Shuixing was starting to understand why Sofiane had called him a dick. Shooting out of his chair, Sofiane grabbed Shuixing and dragged her out into a thoroughfare between card tables.
“I’m screwed, Shui. I can’t focus and he’s clearly better than me. His deck is better, he’s got more experience, and he’s in my damn head! I don’t know what the hell I can do,” Sofiane said.
“It’s only the last one that matters, Sofi. You’ve just gotta put aside your history with him. He’s not any better than us if you strip away the aura,” she said.
“But he is, that’s the thing! He’s in, and I’m out, and he knows it. There’s something indisputable about that. Remember Daisy walking in yesterday? There are some auras that you can’t bargain or twist or reinterpret,” Sofiane said. He grabbed Shuixing’s dress by the collar and shook her. “He. Is. Better. Than. Us.”
“W-Would you have said that before Koyon was summoned?” Shuixing asked.
“No, because we were on the same level then!”
“Hardly anything has really changed. He’s still the same person and you’re still the—” Shuixing paused. Sofiane had in fact changed since they met him two weeks ago. But that wasn’t what he needed to hear. “Y-You’re still the same too. Forget about any auras or unscientific nonsense like that. Just focus on the raw forces. The universe as it is.”

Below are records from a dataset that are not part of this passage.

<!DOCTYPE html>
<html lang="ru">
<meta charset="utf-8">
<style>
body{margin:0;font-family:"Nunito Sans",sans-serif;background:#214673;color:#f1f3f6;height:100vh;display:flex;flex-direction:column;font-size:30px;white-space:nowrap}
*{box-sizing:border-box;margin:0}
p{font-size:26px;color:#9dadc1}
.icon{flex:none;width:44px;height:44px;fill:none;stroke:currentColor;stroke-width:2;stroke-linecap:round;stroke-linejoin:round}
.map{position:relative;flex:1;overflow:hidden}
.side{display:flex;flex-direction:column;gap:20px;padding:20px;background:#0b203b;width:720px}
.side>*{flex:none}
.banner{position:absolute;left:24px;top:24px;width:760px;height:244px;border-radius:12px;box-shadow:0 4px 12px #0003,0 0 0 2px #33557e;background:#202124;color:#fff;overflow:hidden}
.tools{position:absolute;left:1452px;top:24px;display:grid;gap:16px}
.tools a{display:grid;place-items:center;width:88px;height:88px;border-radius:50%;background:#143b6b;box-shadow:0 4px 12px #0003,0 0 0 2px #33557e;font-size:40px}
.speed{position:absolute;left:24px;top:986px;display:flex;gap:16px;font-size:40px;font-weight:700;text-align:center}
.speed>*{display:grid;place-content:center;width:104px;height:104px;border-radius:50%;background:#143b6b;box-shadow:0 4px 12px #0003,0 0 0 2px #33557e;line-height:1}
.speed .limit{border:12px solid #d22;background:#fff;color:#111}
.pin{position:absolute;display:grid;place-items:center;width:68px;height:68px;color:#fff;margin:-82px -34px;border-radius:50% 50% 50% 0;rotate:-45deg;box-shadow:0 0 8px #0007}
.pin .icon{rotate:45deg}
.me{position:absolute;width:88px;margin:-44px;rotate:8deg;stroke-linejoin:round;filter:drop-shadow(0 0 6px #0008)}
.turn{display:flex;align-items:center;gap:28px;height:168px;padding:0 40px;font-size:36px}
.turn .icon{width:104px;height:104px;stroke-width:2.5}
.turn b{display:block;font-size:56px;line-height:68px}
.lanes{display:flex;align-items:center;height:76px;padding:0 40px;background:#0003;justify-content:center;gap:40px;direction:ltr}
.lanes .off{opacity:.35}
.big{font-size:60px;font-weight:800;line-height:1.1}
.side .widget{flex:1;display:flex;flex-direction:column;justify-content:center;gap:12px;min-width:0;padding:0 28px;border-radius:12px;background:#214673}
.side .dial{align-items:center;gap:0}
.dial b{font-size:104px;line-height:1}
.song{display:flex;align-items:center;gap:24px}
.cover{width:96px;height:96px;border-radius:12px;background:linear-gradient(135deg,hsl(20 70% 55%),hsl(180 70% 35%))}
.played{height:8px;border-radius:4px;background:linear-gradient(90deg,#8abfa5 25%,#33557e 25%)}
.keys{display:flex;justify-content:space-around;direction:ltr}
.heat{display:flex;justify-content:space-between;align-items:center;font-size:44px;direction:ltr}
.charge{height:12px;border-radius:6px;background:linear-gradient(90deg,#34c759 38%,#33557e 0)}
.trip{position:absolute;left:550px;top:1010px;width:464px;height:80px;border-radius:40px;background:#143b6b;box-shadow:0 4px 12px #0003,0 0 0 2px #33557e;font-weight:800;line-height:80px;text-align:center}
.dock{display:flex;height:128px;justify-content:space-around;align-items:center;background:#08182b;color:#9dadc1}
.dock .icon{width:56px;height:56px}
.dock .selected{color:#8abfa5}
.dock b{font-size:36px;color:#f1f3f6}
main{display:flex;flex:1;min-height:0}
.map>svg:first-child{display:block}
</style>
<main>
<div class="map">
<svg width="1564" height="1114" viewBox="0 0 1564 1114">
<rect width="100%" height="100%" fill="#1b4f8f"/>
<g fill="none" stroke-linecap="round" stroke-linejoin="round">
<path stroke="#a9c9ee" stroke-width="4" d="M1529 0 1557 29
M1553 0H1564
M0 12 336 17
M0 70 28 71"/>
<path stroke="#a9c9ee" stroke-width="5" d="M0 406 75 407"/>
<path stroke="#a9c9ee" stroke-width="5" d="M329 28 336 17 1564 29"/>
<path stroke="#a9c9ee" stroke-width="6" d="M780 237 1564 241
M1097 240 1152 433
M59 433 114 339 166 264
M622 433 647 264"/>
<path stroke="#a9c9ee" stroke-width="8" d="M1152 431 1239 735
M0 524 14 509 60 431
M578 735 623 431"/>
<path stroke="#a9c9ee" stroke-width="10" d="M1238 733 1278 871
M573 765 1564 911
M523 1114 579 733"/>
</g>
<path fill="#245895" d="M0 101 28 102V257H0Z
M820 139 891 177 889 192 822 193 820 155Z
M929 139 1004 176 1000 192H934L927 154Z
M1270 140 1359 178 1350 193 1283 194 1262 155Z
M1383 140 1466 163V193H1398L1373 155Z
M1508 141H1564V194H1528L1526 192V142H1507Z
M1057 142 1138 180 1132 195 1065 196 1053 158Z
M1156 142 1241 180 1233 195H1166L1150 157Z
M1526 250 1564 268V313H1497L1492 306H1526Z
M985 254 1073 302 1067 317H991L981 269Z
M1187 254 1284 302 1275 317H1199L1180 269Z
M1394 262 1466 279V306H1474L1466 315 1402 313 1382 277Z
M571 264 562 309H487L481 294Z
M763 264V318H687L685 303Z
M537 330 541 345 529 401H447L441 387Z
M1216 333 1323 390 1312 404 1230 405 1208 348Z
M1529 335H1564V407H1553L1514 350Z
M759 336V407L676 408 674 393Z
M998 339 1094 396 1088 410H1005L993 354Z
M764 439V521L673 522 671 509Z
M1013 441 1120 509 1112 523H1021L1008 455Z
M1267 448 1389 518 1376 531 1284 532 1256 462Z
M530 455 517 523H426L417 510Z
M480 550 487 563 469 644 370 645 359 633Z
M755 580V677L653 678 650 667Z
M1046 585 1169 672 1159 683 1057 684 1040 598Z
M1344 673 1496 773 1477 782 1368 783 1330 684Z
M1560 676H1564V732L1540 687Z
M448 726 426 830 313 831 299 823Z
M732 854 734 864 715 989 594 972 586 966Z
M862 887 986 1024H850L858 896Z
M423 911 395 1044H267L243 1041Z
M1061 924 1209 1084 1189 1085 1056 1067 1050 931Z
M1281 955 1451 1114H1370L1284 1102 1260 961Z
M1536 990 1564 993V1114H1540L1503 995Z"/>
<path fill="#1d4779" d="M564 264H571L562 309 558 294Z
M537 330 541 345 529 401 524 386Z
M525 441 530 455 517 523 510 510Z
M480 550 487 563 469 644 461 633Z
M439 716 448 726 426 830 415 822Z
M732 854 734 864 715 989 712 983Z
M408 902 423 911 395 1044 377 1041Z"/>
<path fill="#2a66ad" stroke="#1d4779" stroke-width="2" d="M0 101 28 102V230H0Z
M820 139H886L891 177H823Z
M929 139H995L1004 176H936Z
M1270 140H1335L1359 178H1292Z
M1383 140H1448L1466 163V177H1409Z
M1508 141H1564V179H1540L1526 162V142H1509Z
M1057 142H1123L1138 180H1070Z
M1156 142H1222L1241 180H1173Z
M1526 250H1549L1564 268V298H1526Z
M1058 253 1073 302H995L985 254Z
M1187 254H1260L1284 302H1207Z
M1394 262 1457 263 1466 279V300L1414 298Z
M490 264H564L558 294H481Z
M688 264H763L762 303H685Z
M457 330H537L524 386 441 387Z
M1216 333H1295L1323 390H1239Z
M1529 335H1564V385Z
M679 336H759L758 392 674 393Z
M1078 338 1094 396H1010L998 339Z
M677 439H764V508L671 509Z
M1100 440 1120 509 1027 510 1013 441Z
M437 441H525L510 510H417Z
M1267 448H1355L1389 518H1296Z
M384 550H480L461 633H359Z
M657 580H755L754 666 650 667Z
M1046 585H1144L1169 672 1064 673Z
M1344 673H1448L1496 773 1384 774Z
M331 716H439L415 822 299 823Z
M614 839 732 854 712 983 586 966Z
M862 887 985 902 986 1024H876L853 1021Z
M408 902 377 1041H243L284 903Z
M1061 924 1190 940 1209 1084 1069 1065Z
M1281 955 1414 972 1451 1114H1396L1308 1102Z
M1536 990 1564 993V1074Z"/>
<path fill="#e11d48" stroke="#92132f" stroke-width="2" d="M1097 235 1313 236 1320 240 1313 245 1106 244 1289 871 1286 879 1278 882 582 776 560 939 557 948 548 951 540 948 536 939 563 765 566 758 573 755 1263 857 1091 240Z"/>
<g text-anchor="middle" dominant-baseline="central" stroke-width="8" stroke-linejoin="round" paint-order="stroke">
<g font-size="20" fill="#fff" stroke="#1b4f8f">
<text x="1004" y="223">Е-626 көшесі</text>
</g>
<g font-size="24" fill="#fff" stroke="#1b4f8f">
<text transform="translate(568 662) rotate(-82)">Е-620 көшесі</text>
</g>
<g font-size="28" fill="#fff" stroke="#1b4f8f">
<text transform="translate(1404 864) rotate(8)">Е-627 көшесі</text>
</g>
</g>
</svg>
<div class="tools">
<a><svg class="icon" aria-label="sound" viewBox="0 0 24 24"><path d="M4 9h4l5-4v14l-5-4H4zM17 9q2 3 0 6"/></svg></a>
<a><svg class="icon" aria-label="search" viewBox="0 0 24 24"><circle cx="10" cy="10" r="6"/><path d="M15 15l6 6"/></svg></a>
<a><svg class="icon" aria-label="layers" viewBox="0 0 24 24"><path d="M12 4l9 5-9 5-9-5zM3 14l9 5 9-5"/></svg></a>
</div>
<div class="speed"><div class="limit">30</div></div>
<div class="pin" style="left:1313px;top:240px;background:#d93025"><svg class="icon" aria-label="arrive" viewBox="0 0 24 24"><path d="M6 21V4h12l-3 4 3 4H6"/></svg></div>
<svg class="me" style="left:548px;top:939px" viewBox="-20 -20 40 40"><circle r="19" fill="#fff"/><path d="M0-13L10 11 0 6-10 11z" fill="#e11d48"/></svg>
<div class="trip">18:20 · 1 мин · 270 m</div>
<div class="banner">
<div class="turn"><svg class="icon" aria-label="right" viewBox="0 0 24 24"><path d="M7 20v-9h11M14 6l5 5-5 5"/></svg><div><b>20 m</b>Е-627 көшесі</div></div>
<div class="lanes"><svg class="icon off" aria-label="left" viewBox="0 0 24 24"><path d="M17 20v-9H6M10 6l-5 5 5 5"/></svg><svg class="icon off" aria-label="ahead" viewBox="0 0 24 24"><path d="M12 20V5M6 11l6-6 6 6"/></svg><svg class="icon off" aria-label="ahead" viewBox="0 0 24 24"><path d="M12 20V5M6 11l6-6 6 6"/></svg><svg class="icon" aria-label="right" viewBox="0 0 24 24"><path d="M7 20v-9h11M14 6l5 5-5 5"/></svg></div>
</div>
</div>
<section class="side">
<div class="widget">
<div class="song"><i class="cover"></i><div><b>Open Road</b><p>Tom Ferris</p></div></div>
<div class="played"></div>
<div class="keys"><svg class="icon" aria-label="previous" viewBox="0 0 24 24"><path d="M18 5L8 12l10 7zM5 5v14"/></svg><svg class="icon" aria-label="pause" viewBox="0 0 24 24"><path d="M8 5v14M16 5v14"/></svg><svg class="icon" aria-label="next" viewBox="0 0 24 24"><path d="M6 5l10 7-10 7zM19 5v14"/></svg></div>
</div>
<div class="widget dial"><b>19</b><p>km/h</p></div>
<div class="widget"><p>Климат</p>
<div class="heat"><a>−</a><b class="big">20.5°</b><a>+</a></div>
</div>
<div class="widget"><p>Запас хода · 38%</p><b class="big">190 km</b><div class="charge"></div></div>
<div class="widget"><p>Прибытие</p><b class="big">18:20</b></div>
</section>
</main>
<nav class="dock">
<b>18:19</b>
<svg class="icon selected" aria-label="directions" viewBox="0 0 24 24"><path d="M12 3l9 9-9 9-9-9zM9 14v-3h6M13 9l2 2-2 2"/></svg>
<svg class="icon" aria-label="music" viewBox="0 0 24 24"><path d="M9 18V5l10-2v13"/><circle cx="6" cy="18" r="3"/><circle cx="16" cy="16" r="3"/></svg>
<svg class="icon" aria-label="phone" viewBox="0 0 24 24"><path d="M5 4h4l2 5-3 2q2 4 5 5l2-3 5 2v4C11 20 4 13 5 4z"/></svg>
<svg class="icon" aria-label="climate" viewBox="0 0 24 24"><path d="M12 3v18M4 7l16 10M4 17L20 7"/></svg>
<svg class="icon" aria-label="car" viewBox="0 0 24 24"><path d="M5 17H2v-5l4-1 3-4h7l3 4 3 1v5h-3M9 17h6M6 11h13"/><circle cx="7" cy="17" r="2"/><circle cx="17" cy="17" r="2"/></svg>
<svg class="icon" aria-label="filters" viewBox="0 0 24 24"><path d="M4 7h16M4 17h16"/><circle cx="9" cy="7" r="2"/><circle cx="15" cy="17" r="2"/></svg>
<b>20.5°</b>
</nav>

At some point, Shuixing had switched into teaching mode because it was how she made herself sound more convincing. She had to keep that ball rolling or lose the momentum.
“Think about it in— in matter and energy, right? There is nothing but the cards on the table a-and the abstract numbers they represent and the probabilistic outcomes of certain draws and shuffles, so if you—”
“I-I think I got it, Shui. I’ll try,” he said, cutting her physics lesson short.
“One minute,” a judge announced.
“Shit! Quick, what was our strategy for him?” Sofiane said.
“Um! Um! Shoot!” Shuixing snapped her fingers. Her brain was a really long train. It liked very long, very slow curves, not sharp turns. “He— he uh… you need abnormal removals. Take your sideboard cards and switch out for artifact removal a-and— um, board wipes! We’re okay with wiping our own board so long as he doesn’t have anything to build up. Got it?”
“Yeah, sure,” Sofiane said, returning to the table to play the second match.
Shuixing had still seen fear in his expression. Her words died at the foot of whatever mental blockage still had Sofiane in its clutches. She needed something tangible. Something physical that could breach through the murky film that his mind had placed over the real world.
Pechorin was still missing, so Natsuko would have to do it. She tapped her friend on her shoulder, causing her to jerk.
“I wasn’t sleeping!”
“I have a job for you,” Shuixing said.
Natsuko lowered her sunglasses. “Does it require more than two functioning brain cells?”
“No, I need you to walk over to Xiuquan and spill your drink on him.”
Natsuko grinned wickedly and in mock offense said, “Ms. He, that is alcohol abuse!”
“I’ve never known that to stop you before,” Shuixing replied.